_Prompt_: Every line below from the one containing "Input: one rendered map. Convert" through the one containing "For a GIS import: What" must be transcribed exactly. Omit all lines outside that stretch.

Dataset entries:

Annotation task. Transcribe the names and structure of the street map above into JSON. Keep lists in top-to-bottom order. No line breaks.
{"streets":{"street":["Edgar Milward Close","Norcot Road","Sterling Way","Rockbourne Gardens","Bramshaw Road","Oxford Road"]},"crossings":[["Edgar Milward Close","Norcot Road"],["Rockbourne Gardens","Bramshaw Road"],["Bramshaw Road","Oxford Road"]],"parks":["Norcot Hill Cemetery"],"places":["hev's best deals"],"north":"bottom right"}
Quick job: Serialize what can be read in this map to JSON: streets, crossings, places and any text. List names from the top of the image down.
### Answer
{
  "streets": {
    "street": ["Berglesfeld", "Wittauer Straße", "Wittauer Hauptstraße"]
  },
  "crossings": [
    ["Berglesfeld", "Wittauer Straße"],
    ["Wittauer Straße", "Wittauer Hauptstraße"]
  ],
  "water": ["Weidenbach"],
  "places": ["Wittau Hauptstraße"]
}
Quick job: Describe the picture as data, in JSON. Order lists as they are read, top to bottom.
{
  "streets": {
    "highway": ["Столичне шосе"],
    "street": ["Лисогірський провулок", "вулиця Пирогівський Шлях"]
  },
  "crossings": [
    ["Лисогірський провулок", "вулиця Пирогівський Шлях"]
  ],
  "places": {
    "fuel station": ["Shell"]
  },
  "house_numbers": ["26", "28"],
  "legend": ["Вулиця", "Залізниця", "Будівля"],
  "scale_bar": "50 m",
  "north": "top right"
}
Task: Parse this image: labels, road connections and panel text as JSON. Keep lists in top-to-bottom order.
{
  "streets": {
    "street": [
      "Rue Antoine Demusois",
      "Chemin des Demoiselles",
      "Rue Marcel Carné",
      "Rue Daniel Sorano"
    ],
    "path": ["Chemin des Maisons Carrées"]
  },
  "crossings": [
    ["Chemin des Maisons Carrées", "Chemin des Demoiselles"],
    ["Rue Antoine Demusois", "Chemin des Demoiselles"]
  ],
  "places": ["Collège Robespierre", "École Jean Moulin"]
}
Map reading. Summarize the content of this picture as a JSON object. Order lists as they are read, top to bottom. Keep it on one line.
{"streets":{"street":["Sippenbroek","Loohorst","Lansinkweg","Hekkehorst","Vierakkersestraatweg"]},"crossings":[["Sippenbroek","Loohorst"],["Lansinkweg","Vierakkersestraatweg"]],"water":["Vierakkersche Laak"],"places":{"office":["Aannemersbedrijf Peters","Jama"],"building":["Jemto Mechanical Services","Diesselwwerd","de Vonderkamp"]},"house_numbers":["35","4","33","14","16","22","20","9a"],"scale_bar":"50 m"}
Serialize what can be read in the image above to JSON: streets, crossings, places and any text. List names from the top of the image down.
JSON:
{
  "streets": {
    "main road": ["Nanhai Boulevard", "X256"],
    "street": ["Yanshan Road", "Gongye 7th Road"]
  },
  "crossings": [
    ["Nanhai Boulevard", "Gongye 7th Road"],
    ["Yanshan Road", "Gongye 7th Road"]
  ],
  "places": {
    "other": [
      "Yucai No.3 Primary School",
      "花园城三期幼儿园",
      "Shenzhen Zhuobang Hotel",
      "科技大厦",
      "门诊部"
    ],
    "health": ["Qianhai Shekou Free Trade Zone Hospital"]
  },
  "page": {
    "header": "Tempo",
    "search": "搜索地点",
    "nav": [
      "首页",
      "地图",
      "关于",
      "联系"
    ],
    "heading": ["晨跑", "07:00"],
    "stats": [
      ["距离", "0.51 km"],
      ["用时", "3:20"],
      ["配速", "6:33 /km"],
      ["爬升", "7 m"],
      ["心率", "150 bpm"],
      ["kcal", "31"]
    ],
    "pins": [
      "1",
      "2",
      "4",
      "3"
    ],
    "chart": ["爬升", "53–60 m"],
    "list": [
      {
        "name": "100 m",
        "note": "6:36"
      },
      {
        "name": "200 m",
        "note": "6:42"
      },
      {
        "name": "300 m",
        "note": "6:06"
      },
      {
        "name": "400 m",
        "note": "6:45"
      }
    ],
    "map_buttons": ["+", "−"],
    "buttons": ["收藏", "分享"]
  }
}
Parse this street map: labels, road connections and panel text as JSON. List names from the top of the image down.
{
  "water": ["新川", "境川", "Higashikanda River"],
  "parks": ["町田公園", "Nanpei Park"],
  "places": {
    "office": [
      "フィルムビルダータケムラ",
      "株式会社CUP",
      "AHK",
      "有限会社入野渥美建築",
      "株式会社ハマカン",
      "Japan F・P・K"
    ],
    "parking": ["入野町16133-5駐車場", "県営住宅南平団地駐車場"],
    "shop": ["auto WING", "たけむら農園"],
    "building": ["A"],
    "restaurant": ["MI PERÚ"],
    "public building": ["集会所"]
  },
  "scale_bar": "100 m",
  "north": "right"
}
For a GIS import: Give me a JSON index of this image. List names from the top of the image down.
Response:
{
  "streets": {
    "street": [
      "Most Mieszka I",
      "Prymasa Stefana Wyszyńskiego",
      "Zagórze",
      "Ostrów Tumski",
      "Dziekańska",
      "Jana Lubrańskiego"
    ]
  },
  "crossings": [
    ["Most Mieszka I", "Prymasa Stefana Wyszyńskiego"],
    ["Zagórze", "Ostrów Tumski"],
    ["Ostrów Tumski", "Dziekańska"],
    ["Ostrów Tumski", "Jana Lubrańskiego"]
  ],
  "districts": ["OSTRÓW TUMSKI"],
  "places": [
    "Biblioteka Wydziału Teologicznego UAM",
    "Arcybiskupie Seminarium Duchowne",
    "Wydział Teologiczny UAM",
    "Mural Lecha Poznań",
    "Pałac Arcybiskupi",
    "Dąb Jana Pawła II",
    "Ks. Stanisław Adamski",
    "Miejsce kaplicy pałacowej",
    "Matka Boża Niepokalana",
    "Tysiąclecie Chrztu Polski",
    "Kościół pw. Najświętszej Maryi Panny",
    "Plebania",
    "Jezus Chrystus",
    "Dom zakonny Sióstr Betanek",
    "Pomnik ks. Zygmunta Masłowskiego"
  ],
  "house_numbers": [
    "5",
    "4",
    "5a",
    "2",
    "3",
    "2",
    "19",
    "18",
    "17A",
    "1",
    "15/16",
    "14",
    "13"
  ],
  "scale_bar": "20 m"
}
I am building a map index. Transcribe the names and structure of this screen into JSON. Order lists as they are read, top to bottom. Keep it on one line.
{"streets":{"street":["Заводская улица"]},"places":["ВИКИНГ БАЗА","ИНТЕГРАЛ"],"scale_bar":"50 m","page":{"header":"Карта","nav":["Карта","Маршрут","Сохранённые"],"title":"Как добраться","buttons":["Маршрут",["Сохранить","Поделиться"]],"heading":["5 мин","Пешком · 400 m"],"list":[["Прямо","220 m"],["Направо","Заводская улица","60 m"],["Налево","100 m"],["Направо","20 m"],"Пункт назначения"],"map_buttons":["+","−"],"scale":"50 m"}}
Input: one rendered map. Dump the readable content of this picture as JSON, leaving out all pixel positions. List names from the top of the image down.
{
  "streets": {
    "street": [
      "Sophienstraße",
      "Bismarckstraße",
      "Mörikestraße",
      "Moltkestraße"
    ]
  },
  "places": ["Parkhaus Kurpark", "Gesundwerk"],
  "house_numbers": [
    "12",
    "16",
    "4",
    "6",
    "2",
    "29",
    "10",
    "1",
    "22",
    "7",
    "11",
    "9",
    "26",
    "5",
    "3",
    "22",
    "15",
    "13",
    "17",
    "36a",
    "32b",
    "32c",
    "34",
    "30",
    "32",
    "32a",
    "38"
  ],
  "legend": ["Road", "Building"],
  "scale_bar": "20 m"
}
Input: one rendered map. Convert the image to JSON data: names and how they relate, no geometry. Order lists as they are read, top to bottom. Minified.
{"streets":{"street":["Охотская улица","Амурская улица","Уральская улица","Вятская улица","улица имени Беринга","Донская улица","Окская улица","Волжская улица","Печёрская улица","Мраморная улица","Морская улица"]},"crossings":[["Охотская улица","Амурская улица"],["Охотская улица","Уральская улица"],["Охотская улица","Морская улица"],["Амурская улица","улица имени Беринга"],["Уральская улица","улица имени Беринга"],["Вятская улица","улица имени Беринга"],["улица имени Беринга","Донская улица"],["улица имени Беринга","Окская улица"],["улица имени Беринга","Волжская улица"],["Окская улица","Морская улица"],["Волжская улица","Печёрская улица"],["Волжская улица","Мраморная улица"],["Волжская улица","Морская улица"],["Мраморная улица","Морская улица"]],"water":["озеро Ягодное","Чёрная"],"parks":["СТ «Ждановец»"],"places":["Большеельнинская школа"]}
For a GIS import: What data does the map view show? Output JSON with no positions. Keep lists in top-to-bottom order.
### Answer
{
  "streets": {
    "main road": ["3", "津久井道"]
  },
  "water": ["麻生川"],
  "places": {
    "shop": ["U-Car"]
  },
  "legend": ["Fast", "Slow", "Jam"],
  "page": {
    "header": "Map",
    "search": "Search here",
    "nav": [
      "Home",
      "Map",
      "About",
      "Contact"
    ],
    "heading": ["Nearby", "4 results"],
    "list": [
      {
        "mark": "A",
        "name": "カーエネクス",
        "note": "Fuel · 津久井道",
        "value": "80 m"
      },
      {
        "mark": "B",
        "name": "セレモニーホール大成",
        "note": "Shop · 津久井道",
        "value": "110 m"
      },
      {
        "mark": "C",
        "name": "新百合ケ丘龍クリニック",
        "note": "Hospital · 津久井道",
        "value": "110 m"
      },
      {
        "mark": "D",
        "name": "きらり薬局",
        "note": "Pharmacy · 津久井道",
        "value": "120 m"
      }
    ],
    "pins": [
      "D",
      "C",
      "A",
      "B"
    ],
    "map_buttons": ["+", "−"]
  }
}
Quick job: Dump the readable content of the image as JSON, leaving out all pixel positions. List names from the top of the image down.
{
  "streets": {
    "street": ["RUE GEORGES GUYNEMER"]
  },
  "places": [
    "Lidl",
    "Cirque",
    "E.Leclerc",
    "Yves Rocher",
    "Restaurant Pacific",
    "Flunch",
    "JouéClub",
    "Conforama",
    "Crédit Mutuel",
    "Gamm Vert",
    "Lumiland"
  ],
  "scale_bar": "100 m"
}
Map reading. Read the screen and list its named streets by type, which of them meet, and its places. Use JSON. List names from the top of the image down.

_Answer_:
Input: one rendered map. Convert the image to JSON data: names and how they relate, no geometry. Order lists as they are read, top to bottom. Minified.
{"streets":{"street":["Охотская улица","Амурская улица","Уральская улица","Вятская улица","улица имени Беринга","Донская улица","Окская улица","Волжская улица","Печёрская улица","Мраморная улица","Морская улица"]},"crossings":[["Охотская улица","Амурская улица"],["Охотская улица","Уральская улица"],["Охотская улица","Морская улица"],["Амурская улица","улица имени Беринга"],["Уральская улица","улица имени Беринга"],["Вятская улица","улица имени Беринга"],["улица имени Беринга","Донская улица"],["улица имени Беринга","Окская улица"],["улица имени Беринга","Волжская улица"],["Окская улица","Морская улица"],["Волжская улица","Печёрская улица"],["Волжская улица","Мраморная улица"],["Волжская улица","Морская улица"],["Мраморная улица","Морская улица"]],"water":["озеро Ягодное","Чёрная"],"parks":["СТ «Ждановец»"],"places":["Большеельнинская школа"]}
For a GIS import: What data does the map view show? Output JSON with no positions. Keep lists in top-to-bottom order.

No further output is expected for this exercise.